### TASK ITEM
The required output is the exact run of lines below that opens at the line with "margin:0; font-size:13px; white-space:nowrap;" and closes at the line with "flex:none; width:22px; height:22px;".

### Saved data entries
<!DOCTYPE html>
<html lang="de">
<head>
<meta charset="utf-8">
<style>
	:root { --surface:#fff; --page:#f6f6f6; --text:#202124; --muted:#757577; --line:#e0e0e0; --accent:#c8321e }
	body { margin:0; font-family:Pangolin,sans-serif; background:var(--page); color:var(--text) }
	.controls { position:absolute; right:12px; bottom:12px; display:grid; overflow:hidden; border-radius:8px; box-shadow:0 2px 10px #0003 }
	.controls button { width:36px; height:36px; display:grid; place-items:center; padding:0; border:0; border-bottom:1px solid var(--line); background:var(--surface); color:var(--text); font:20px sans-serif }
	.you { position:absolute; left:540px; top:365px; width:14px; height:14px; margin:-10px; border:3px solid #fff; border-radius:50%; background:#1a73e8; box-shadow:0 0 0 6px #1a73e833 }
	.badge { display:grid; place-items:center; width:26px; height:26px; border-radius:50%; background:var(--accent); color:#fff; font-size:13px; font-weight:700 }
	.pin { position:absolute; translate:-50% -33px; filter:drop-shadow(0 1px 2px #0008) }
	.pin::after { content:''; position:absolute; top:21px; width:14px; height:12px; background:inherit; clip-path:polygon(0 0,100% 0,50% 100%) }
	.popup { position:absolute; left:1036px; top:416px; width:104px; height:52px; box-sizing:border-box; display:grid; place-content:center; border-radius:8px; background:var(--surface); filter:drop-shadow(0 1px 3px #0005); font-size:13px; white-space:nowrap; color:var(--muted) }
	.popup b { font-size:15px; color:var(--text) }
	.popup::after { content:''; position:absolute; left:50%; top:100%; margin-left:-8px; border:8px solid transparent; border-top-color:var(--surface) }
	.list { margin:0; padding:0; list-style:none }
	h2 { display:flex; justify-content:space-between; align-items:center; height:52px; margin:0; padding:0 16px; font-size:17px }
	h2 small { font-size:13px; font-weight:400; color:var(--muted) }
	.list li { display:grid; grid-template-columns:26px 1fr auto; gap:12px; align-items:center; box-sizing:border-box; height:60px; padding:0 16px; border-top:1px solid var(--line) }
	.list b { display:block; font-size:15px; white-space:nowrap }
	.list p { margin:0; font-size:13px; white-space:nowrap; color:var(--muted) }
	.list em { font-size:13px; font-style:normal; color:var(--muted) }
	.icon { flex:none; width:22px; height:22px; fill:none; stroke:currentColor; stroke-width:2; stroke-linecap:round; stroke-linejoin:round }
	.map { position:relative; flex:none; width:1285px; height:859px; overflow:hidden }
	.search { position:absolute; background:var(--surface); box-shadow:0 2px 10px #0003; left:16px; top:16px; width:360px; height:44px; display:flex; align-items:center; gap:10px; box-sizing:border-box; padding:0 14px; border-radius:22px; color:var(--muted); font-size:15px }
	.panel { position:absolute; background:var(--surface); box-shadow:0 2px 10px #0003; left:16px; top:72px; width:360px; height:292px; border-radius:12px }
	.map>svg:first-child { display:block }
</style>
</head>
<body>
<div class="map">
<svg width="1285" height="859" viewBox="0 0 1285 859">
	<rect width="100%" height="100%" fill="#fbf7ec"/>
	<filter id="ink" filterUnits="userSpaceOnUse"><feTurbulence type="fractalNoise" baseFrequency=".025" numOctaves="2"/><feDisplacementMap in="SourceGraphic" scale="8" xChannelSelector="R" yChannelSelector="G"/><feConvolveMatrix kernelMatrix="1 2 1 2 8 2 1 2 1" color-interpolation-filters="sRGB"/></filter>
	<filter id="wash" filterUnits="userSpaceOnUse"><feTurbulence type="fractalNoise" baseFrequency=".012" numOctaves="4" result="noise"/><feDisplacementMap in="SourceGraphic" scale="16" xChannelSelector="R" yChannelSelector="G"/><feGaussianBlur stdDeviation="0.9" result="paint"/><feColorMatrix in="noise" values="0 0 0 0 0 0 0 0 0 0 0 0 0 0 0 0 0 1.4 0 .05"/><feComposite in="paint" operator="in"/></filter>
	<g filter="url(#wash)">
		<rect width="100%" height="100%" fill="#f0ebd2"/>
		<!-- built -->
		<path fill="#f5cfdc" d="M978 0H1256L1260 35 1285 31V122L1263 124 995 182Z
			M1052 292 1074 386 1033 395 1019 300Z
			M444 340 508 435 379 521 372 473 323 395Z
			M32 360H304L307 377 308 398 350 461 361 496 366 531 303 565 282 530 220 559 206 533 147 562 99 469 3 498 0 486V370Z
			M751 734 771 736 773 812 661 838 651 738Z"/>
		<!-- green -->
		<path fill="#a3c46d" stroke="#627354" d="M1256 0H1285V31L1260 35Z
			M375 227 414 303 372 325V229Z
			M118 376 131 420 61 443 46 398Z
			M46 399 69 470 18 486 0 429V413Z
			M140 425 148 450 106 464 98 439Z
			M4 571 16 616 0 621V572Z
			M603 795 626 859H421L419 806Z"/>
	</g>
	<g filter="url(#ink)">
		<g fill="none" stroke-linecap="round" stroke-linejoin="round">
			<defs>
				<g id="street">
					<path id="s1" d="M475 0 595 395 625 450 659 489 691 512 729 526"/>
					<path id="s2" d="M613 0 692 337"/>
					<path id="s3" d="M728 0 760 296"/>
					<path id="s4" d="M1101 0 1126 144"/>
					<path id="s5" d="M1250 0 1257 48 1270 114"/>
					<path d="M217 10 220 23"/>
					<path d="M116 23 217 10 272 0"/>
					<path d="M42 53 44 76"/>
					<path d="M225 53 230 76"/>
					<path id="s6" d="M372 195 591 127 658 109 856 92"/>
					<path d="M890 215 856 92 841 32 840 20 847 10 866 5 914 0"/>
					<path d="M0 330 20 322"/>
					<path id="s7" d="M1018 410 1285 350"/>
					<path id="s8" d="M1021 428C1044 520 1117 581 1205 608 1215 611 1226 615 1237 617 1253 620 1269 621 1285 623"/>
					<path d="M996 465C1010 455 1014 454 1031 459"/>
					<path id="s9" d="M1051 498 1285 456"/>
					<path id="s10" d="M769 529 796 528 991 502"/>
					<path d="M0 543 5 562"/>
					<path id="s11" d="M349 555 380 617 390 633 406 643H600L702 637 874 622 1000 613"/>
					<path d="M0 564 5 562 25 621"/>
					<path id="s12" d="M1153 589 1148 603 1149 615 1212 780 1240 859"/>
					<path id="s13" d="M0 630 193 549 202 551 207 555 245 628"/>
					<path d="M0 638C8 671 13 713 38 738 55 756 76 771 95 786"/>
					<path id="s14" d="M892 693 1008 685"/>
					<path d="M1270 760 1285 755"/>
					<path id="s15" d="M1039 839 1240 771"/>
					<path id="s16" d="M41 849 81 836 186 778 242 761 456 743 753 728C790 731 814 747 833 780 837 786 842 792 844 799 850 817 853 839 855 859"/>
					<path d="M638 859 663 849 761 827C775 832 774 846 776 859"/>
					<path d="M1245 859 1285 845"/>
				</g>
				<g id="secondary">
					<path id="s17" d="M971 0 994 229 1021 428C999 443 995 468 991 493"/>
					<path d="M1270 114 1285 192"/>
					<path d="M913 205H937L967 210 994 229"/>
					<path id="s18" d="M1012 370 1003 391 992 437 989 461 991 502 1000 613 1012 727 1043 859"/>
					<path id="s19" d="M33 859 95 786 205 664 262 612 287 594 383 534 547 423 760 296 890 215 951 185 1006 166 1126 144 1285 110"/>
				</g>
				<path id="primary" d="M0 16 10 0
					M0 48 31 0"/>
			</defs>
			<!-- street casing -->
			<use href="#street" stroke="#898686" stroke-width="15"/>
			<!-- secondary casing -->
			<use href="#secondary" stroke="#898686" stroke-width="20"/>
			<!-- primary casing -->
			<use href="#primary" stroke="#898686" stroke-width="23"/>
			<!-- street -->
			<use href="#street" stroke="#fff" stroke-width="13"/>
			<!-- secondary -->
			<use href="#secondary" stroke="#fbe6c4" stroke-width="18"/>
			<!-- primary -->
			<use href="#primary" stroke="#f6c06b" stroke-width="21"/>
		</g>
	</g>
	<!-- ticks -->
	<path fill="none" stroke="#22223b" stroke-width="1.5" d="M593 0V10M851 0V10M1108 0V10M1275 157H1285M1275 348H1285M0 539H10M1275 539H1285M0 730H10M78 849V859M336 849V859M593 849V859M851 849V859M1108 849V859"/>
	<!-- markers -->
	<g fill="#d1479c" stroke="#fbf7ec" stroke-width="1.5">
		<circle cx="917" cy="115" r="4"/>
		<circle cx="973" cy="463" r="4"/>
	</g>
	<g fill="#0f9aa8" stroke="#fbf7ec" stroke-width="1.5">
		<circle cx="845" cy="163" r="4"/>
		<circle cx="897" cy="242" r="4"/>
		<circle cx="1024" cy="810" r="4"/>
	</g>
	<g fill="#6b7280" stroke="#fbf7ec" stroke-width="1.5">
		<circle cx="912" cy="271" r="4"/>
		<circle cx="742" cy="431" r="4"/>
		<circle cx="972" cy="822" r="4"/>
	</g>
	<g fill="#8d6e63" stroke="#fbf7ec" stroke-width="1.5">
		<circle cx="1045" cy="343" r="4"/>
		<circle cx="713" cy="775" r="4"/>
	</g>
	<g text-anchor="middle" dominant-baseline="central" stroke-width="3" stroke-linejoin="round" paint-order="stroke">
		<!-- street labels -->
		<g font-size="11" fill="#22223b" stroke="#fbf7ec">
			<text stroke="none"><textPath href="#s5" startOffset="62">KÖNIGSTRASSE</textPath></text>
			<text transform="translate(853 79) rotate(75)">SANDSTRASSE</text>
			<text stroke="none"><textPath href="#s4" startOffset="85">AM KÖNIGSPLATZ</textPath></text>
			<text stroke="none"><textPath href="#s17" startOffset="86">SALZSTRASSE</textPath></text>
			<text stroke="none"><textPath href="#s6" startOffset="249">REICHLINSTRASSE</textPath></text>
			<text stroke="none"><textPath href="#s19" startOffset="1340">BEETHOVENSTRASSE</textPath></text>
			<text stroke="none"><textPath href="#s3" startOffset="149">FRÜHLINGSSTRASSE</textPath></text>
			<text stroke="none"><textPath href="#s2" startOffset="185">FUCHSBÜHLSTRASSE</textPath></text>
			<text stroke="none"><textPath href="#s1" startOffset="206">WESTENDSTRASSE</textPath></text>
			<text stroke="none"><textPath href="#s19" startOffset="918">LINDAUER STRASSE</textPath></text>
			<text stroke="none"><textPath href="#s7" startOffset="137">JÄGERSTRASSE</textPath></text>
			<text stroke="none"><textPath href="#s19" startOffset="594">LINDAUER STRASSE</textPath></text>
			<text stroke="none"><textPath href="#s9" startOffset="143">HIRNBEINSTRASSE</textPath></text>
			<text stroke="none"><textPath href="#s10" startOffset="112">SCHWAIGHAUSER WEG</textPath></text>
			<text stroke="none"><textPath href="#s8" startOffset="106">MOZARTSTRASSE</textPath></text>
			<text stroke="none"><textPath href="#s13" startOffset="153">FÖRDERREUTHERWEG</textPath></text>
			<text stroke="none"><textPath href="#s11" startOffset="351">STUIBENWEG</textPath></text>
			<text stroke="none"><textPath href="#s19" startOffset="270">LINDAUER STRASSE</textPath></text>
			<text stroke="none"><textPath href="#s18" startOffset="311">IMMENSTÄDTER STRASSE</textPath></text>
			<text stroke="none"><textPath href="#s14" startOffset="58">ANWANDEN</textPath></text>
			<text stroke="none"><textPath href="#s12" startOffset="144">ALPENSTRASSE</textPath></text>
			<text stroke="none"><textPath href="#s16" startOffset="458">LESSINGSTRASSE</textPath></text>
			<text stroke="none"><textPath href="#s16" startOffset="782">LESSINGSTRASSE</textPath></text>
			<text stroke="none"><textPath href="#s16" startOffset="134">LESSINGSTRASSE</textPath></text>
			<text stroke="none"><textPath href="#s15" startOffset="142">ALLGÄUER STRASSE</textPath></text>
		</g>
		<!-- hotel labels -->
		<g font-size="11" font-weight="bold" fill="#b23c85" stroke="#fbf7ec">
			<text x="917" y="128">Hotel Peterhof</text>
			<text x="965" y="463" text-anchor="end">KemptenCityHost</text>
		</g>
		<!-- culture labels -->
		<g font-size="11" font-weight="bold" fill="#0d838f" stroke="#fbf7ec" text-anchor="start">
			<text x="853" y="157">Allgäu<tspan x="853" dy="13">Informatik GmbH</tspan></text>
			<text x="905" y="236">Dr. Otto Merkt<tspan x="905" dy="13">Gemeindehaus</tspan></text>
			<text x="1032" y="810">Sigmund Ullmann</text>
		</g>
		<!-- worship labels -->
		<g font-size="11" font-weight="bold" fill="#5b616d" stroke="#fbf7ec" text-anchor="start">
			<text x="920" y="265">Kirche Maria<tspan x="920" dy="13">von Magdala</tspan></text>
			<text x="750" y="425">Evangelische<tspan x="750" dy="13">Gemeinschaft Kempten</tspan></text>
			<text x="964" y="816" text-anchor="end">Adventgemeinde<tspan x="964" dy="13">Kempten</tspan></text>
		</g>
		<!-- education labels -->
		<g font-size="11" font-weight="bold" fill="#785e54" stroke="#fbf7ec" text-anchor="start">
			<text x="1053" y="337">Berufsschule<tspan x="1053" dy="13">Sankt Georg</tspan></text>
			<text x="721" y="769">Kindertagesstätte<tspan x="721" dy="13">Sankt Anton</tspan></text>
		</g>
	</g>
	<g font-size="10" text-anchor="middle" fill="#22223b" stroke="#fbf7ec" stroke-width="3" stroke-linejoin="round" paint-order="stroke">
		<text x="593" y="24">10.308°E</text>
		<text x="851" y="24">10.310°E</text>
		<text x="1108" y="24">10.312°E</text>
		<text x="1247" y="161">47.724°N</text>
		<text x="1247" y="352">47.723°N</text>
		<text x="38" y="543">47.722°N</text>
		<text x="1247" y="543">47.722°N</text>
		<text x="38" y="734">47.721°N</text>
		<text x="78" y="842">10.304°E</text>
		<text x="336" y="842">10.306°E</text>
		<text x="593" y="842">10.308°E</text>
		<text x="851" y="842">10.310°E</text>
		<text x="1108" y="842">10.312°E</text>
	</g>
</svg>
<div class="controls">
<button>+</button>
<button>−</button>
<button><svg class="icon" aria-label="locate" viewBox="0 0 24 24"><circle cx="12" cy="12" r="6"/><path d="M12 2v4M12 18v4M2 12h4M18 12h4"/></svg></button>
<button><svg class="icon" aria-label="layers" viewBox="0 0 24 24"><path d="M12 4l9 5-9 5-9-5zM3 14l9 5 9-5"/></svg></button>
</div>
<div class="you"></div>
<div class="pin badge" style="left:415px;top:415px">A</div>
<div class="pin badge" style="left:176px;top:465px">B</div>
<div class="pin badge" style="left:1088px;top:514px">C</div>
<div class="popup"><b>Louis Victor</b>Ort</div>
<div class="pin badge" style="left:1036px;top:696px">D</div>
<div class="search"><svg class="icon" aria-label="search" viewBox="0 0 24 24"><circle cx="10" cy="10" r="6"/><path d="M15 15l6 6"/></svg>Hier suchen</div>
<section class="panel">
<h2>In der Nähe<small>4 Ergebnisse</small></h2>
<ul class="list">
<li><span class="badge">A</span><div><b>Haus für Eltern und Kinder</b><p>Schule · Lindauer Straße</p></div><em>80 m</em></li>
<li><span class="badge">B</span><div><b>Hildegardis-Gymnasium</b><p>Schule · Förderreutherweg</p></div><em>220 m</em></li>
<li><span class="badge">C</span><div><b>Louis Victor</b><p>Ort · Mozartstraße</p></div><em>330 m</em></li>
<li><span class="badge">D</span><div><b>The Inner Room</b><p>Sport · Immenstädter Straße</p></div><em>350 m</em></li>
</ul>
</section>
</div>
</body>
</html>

### THE ANSWER
	.list p { margin:0; font-size:13px; white-space:nowrap; color:var(--muted) }
	.list em { font-size:13px; font-style:normal; color:var(--muted) }
	.icon { flex:none; width:22px; height:22px; fill:none; stroke:currentColor; stroke-width:2; stroke-linecap:round; stroke-linejoin:round }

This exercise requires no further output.